A number of Africans who have fled the violence in Libya but cannot return to their home countries may soon be allowed to travel to the EU, Cecilia Malmström, the European commissioner for home affairs, has said. Speaking to reporters after returning from Egypt today (24 March), Malmström said that several member states were willing to consider relocating Eritreans, Sudanese and Ethiopians who are unable to return home for fear of persecution. She said that “a few thousand” Africans, most of them from Eritrea, were stranded in Tunisia and up to 270 were in Egypt.
Malmström announced that the European Commission would hold an exploratory meeting tomorrow with member states and the United Nations refugee agency, the UNHCR.
EU interior ministers are to discuss the EU's response to possible large-scale migration from north Africa at a meeting on 11 April. EU leaders at a summit in Brussels today and tomorrow will also briefly discuss the matter.
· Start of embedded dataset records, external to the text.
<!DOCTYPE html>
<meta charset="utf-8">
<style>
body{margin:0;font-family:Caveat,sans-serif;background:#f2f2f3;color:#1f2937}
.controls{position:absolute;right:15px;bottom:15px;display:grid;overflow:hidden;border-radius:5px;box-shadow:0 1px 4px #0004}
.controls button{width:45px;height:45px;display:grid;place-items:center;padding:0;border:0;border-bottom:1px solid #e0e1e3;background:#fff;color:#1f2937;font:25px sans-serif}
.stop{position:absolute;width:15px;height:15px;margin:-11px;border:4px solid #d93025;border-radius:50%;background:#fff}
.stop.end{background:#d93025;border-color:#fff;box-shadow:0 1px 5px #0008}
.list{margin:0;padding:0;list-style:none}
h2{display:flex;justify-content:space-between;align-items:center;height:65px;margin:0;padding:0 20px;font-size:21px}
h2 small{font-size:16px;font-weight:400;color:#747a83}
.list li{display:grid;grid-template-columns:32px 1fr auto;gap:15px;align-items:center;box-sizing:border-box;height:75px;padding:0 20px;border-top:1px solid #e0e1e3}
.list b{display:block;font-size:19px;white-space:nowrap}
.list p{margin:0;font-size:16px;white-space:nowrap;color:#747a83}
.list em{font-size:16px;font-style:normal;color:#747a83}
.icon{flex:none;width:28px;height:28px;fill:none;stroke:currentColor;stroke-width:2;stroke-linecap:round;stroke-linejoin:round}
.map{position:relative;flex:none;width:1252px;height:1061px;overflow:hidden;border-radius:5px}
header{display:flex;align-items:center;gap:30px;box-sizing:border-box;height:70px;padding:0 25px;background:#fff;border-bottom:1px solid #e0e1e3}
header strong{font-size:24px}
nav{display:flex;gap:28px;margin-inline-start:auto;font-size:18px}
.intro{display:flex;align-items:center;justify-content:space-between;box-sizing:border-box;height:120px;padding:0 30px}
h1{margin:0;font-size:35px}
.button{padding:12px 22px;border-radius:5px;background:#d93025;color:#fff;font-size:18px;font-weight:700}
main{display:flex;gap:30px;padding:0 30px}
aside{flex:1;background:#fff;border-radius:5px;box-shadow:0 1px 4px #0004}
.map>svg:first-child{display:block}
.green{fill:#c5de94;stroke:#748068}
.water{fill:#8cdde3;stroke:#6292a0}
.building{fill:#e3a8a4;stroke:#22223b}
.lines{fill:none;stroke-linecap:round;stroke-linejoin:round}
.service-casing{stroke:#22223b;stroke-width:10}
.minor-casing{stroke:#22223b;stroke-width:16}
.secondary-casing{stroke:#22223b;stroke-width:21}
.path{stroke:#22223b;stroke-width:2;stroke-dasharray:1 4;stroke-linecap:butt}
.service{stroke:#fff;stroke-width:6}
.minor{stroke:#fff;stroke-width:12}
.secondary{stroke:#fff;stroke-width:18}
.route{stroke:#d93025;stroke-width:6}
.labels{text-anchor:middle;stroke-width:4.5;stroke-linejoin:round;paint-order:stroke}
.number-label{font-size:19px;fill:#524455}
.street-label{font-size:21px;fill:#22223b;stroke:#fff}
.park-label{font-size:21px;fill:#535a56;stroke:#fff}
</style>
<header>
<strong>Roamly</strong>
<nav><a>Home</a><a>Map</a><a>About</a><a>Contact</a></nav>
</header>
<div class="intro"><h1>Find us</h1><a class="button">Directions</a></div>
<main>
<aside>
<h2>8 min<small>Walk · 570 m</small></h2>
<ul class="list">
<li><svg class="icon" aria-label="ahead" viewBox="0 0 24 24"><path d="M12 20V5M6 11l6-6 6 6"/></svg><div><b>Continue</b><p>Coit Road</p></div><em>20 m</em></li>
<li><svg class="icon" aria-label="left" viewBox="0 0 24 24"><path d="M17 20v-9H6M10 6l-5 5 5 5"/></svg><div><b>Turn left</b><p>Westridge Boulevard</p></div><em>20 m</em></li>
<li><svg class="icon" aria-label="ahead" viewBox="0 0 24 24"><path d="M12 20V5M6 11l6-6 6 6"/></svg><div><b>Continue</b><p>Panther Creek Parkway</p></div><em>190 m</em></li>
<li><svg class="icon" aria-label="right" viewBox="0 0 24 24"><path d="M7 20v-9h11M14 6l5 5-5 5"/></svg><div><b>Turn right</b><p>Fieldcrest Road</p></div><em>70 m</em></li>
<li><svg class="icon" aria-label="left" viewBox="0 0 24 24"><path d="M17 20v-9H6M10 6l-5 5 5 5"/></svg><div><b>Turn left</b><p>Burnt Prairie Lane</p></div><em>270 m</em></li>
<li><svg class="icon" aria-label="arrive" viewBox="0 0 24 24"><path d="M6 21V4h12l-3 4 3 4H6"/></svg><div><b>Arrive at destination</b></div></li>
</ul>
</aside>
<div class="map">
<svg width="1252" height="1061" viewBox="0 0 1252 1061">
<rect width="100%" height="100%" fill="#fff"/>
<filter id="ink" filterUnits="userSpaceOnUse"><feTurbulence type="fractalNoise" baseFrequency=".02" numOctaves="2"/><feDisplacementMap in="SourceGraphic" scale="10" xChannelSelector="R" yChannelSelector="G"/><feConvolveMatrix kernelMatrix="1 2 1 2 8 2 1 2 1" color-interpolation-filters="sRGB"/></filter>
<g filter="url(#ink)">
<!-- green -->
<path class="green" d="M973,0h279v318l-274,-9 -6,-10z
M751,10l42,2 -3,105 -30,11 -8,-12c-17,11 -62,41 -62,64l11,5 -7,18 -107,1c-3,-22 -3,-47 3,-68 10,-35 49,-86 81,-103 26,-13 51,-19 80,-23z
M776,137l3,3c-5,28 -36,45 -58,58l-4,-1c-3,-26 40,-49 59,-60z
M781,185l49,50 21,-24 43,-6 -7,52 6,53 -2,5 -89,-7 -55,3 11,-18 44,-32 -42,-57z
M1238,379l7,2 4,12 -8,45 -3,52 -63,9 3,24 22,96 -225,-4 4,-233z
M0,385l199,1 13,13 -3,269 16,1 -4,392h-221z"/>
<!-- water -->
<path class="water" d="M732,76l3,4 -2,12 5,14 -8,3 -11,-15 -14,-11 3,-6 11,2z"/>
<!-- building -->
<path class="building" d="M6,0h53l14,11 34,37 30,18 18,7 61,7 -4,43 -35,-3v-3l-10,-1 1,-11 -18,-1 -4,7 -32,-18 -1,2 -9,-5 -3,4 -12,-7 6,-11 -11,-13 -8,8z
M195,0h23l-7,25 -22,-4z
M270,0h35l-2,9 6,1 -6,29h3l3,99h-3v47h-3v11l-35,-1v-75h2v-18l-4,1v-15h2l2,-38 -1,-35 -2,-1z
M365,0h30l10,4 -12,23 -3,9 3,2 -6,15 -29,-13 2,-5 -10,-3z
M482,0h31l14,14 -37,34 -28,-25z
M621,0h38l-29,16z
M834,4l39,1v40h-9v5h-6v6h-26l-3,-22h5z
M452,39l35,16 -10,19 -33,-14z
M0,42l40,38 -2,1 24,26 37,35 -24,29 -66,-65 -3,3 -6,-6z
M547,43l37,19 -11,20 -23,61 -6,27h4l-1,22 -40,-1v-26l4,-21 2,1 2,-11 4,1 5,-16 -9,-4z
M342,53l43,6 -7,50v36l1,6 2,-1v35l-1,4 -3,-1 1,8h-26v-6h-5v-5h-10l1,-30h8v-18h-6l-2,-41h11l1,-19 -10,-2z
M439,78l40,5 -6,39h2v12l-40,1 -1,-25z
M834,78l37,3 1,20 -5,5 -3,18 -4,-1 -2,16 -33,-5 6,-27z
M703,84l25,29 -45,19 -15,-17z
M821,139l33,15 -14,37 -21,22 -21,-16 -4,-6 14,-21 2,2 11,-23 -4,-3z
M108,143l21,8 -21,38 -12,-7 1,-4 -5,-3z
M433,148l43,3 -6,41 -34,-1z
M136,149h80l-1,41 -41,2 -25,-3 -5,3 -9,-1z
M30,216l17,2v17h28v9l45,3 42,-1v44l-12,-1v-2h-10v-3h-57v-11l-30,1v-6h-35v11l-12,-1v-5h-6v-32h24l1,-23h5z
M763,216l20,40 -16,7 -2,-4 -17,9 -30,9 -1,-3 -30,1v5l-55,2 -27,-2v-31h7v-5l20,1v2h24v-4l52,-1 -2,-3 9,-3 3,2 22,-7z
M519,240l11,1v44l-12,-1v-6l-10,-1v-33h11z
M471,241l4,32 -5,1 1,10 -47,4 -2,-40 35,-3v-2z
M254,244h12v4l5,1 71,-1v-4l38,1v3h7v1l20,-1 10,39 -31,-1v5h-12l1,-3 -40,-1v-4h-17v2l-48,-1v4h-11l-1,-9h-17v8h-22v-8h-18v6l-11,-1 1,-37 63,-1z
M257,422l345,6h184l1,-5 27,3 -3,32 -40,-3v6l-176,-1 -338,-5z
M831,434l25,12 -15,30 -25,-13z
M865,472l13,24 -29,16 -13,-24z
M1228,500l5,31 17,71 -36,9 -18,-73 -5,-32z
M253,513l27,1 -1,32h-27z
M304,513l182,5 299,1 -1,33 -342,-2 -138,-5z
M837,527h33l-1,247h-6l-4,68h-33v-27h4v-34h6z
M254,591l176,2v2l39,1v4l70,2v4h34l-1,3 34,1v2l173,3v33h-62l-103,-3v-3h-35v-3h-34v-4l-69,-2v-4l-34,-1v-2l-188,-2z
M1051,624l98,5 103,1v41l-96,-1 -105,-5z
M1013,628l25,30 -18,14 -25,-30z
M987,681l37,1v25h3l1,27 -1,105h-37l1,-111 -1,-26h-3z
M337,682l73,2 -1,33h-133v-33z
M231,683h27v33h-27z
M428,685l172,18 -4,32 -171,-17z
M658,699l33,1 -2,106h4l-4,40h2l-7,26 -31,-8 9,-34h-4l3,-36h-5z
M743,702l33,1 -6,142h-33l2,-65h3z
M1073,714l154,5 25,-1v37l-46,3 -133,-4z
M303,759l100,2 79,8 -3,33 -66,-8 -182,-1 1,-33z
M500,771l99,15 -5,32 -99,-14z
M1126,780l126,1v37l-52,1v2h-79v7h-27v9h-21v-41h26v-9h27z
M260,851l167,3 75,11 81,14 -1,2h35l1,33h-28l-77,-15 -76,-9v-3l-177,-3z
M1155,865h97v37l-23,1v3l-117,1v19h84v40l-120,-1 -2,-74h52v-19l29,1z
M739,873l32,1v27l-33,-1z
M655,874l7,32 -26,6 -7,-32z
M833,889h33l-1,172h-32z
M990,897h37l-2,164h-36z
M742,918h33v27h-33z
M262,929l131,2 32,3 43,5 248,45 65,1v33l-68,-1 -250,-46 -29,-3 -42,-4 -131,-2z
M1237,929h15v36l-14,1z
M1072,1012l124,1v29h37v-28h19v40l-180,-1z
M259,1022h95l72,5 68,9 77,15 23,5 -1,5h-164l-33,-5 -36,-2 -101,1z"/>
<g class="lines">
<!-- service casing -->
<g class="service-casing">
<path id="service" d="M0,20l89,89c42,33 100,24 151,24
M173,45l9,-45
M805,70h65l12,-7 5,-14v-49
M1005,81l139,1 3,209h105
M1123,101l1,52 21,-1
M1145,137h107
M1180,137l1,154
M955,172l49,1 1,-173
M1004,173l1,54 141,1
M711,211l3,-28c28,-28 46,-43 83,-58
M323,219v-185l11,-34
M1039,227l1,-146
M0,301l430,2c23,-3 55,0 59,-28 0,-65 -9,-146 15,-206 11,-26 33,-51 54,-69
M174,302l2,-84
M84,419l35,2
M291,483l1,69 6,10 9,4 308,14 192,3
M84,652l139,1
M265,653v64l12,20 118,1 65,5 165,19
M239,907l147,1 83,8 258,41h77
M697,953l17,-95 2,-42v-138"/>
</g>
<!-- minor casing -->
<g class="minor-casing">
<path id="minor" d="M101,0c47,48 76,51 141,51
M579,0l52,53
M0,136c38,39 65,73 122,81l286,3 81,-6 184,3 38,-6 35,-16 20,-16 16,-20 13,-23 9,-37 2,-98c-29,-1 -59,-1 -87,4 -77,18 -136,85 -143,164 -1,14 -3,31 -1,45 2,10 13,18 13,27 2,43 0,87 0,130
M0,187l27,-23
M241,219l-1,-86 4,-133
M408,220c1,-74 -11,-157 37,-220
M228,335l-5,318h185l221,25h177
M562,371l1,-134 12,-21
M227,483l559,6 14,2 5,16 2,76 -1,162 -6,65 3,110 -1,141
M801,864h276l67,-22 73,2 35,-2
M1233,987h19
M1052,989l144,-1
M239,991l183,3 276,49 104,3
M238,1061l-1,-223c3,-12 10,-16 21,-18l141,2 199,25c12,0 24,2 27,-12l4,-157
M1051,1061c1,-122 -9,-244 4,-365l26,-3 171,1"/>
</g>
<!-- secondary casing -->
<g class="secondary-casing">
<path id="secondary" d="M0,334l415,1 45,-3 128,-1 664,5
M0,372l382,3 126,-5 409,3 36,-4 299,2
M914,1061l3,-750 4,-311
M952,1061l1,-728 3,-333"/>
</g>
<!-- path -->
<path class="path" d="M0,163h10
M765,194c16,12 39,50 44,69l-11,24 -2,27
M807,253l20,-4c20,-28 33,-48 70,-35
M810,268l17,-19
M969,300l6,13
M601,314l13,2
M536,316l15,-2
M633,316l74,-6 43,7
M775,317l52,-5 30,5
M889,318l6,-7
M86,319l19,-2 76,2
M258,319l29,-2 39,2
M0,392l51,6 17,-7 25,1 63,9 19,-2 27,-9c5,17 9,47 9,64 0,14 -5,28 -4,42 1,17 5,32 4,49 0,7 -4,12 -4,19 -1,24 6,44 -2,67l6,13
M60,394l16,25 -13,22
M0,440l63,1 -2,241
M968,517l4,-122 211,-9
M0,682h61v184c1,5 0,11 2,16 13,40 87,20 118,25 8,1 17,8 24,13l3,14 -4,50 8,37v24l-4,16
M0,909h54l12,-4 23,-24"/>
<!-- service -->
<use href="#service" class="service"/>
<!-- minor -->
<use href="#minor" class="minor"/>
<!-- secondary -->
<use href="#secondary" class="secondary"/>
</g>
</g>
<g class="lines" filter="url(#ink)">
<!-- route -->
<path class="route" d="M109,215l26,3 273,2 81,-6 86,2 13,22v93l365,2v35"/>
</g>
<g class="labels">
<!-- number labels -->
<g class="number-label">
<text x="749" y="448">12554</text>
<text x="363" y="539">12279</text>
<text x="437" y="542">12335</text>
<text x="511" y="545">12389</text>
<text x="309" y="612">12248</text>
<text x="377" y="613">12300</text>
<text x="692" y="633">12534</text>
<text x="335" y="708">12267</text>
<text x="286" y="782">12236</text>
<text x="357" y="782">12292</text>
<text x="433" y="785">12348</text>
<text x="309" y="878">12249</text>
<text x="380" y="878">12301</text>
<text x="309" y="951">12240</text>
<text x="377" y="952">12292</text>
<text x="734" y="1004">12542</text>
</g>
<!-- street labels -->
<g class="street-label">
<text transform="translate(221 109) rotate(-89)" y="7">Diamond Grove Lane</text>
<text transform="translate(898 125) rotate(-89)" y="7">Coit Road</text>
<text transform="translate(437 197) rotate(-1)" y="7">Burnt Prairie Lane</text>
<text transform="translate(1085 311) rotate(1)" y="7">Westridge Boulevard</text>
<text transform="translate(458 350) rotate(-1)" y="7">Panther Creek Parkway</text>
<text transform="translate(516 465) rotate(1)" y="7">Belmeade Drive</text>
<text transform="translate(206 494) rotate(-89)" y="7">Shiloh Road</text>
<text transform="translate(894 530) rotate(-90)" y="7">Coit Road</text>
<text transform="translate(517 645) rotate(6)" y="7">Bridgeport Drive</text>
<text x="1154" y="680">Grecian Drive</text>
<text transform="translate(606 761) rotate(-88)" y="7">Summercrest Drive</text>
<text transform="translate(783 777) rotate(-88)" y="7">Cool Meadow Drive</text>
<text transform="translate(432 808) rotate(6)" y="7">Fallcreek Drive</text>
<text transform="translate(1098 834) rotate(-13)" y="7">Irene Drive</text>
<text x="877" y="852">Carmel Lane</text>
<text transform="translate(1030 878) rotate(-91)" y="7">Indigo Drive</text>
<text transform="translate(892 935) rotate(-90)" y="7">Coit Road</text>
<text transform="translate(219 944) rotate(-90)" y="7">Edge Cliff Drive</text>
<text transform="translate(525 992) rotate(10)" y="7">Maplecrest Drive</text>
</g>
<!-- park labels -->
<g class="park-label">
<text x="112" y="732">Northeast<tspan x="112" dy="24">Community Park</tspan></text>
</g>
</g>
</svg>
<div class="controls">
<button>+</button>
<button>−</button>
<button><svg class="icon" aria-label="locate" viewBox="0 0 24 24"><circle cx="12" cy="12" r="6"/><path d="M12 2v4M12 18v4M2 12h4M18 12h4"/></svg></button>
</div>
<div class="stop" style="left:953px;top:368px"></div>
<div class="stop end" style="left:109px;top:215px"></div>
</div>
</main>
Malmström left it open whether the Africans would be given refugee status or some form of temporary protection, and declined to say which member states had signalled their willingness to admit the Africans. She said that it was up to the member states to decide how many refugees they would admit and what status they would offer them.
Roberto Maroni, Italy's interior minister, had earlier this month said that Italy was in principle willing to receive around 2,000 Eritrean Catholics stuck in Libya, and small groups have since been evacuated to Italy. There have been reports of attacks by insurgents against sub-Saharan Africans who are suspected of being mercenaries for the regime of Muammar Qaddafi.
Under an Italian agreement with Libya that took effect early in 2009, Italy summarily returned Eritreans and other interdicted migrants to Libya without assessing whether they were in need of international protection. It is not clear whether the group now stuck in Tunisia includes such cases.
A group of Somalis and Eritreans has filed a case against Italy before the European Court of Human Rights. A first hearing is scheduled for June.